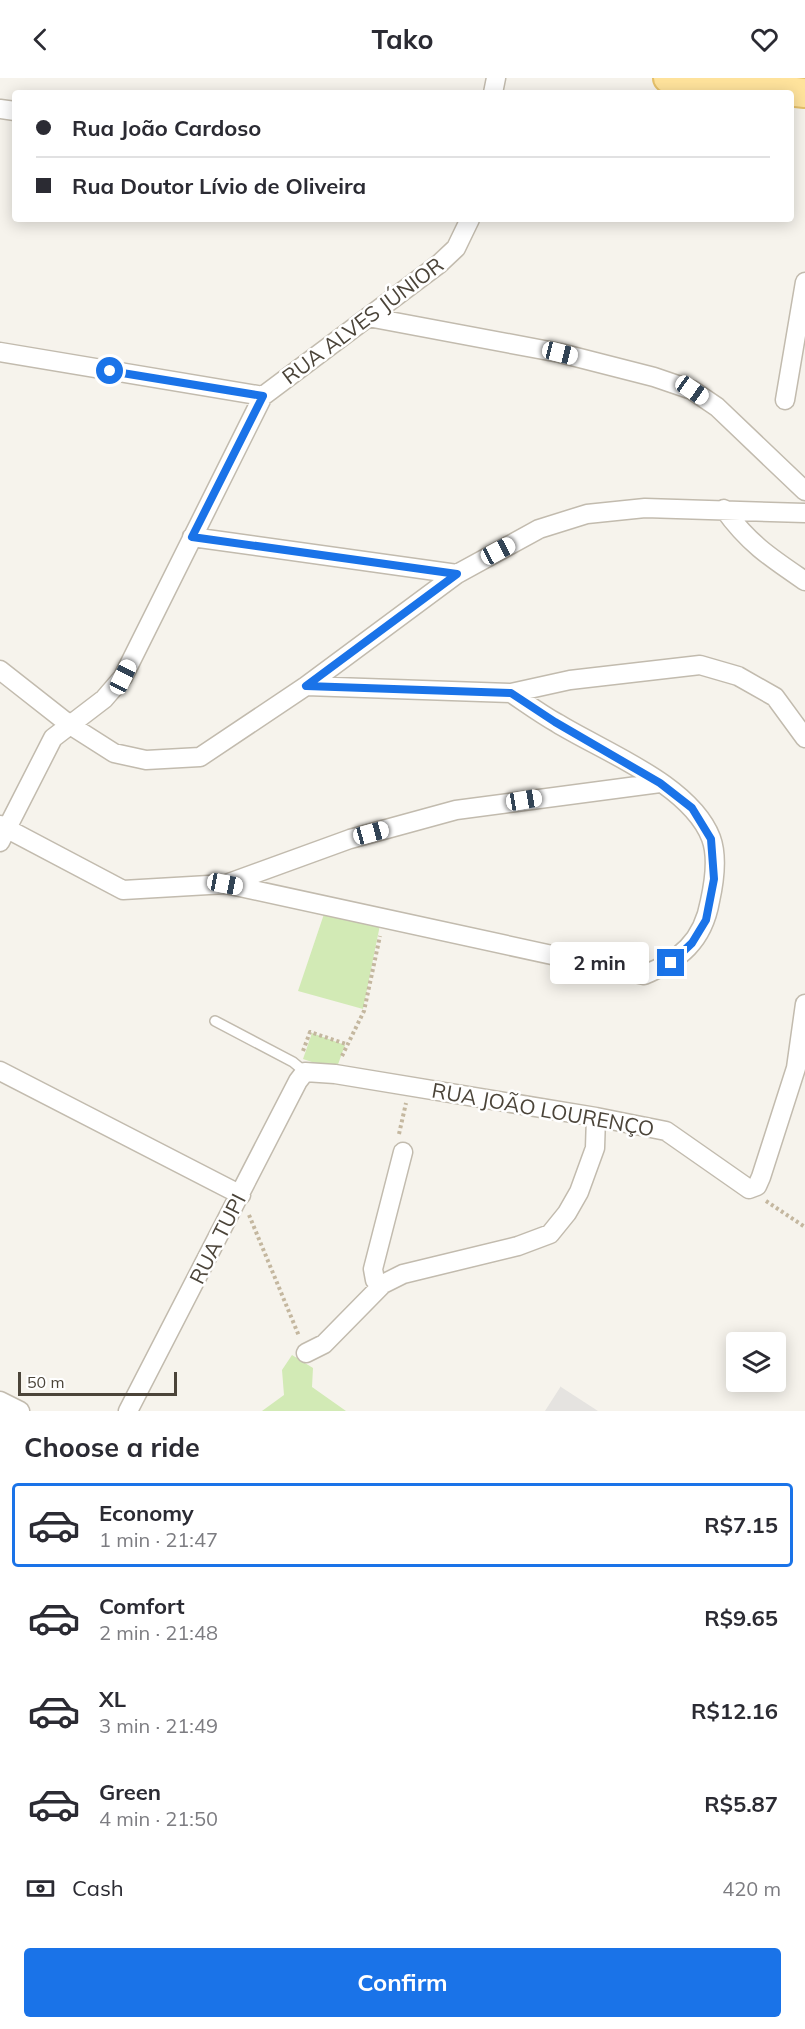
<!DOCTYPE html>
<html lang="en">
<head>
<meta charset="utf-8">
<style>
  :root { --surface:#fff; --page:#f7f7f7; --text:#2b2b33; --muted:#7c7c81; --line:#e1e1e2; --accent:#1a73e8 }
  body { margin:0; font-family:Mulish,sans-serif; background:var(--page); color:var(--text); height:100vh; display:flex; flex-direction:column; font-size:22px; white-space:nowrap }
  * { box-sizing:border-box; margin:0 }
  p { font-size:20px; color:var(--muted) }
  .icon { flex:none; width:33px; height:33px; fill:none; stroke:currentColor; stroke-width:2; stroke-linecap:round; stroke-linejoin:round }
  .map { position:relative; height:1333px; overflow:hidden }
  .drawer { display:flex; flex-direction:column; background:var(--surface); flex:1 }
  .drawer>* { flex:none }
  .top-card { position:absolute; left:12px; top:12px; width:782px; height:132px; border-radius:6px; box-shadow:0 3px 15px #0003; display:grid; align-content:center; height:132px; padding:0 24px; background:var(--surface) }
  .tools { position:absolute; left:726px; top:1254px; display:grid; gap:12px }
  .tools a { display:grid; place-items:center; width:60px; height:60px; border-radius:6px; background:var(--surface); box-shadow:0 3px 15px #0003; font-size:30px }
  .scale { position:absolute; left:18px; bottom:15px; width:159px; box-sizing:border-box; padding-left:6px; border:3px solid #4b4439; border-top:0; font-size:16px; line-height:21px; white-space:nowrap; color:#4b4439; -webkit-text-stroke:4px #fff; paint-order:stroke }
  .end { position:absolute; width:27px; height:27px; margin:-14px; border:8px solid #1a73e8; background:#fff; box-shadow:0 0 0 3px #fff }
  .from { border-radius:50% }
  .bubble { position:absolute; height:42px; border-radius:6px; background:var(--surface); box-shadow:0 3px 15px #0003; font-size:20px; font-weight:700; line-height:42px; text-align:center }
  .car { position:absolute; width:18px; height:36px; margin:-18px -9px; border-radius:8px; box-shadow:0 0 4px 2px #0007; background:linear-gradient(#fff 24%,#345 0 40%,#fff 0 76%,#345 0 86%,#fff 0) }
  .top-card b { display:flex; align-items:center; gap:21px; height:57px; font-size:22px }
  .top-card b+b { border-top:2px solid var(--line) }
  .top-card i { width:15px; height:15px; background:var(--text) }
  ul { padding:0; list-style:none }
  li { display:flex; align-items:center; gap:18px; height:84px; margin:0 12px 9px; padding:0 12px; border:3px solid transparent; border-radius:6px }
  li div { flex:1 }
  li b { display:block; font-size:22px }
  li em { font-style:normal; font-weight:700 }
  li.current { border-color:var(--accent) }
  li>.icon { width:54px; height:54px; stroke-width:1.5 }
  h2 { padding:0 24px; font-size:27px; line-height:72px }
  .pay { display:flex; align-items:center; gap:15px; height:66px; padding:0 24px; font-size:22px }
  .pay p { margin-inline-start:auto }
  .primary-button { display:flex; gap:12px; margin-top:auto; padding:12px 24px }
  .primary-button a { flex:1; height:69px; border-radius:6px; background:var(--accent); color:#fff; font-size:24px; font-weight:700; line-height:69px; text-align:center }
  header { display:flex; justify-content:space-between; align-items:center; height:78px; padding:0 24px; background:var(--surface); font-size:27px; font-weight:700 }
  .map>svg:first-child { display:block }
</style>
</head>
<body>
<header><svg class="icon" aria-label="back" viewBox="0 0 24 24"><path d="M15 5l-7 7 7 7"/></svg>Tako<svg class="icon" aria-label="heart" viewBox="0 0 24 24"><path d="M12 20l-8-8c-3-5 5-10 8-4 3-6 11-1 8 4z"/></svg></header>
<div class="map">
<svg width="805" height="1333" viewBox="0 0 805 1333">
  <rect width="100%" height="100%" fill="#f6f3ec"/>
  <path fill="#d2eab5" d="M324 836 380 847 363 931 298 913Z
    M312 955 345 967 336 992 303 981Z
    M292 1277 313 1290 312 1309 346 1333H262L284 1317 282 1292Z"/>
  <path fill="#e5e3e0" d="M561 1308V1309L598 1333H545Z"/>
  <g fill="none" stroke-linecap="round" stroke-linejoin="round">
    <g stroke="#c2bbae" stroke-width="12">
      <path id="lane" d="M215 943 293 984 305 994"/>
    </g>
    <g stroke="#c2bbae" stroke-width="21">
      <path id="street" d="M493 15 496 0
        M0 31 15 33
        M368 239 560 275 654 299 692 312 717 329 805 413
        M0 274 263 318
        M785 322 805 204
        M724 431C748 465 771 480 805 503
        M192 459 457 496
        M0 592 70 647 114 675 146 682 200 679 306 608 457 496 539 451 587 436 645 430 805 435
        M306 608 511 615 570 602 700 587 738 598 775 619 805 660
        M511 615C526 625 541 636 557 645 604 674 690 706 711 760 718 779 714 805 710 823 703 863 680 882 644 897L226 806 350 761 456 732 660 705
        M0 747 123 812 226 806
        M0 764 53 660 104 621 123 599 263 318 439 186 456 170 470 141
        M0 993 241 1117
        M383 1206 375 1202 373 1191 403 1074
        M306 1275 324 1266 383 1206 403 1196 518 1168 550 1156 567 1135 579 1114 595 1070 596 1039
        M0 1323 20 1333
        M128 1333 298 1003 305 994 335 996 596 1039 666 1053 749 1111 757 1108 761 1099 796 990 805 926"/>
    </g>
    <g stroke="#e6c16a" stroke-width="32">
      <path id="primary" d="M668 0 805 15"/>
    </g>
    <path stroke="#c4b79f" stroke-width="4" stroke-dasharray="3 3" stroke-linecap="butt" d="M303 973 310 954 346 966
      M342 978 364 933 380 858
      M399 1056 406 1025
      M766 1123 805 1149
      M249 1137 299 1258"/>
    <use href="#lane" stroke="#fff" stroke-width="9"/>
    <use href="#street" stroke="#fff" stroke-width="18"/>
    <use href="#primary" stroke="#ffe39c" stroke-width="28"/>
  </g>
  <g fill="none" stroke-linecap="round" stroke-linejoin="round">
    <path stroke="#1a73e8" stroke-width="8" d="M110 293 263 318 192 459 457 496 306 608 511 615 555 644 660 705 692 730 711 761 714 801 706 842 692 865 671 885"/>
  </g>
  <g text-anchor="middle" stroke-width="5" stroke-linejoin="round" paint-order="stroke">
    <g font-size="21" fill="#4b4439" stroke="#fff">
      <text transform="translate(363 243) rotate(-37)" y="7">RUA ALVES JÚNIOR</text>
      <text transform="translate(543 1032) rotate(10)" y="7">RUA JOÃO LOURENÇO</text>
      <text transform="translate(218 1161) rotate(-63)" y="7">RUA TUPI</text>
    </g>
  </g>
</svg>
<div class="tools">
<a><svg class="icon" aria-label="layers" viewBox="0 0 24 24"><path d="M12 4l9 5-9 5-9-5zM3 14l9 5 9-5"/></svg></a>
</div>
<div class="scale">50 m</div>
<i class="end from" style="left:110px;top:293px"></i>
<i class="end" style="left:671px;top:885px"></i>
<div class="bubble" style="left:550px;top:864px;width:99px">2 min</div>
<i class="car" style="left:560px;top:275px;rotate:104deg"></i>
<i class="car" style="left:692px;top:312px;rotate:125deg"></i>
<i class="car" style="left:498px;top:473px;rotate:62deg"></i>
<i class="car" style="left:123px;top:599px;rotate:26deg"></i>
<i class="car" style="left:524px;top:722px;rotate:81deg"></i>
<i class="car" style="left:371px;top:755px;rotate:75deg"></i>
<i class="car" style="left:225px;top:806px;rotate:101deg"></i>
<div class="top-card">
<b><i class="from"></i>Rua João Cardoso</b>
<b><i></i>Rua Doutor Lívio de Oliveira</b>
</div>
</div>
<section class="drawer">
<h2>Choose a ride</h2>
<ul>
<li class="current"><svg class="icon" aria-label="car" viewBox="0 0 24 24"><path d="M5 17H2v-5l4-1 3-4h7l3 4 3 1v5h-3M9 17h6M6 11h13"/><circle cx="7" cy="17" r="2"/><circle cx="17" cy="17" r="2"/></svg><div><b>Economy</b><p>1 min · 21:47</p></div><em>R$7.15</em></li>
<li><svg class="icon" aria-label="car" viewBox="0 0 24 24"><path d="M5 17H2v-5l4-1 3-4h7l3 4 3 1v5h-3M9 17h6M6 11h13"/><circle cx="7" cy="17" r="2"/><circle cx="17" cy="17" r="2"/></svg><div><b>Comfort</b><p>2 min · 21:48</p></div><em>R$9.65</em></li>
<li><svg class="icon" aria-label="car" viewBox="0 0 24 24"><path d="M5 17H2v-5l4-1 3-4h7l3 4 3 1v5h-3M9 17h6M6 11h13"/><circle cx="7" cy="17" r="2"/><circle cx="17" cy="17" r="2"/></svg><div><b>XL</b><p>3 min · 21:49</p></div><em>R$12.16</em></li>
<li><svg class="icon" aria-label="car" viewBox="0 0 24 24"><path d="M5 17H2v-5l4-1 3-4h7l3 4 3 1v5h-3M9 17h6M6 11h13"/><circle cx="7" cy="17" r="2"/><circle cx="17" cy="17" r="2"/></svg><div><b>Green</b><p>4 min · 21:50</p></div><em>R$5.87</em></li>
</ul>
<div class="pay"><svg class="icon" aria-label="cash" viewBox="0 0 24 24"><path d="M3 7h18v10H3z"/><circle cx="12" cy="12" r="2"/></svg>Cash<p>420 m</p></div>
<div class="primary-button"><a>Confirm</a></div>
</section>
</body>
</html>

__Assignment__:
Track down all lines above with the string "scale" and copy them.

__Written response__:
  .scale { position:absolute; left:18px; bottom:15px; width:159px; box-sizing:border-box; padding-left:6px; border:3px solid #4b4439; border-top:0; font-size:16px; line-height:21px; white-space:nowrap; color:#4b4439; -webkit-text-stroke:4px #fff; paint-order:stroke }
<div class="scale">50 m</div>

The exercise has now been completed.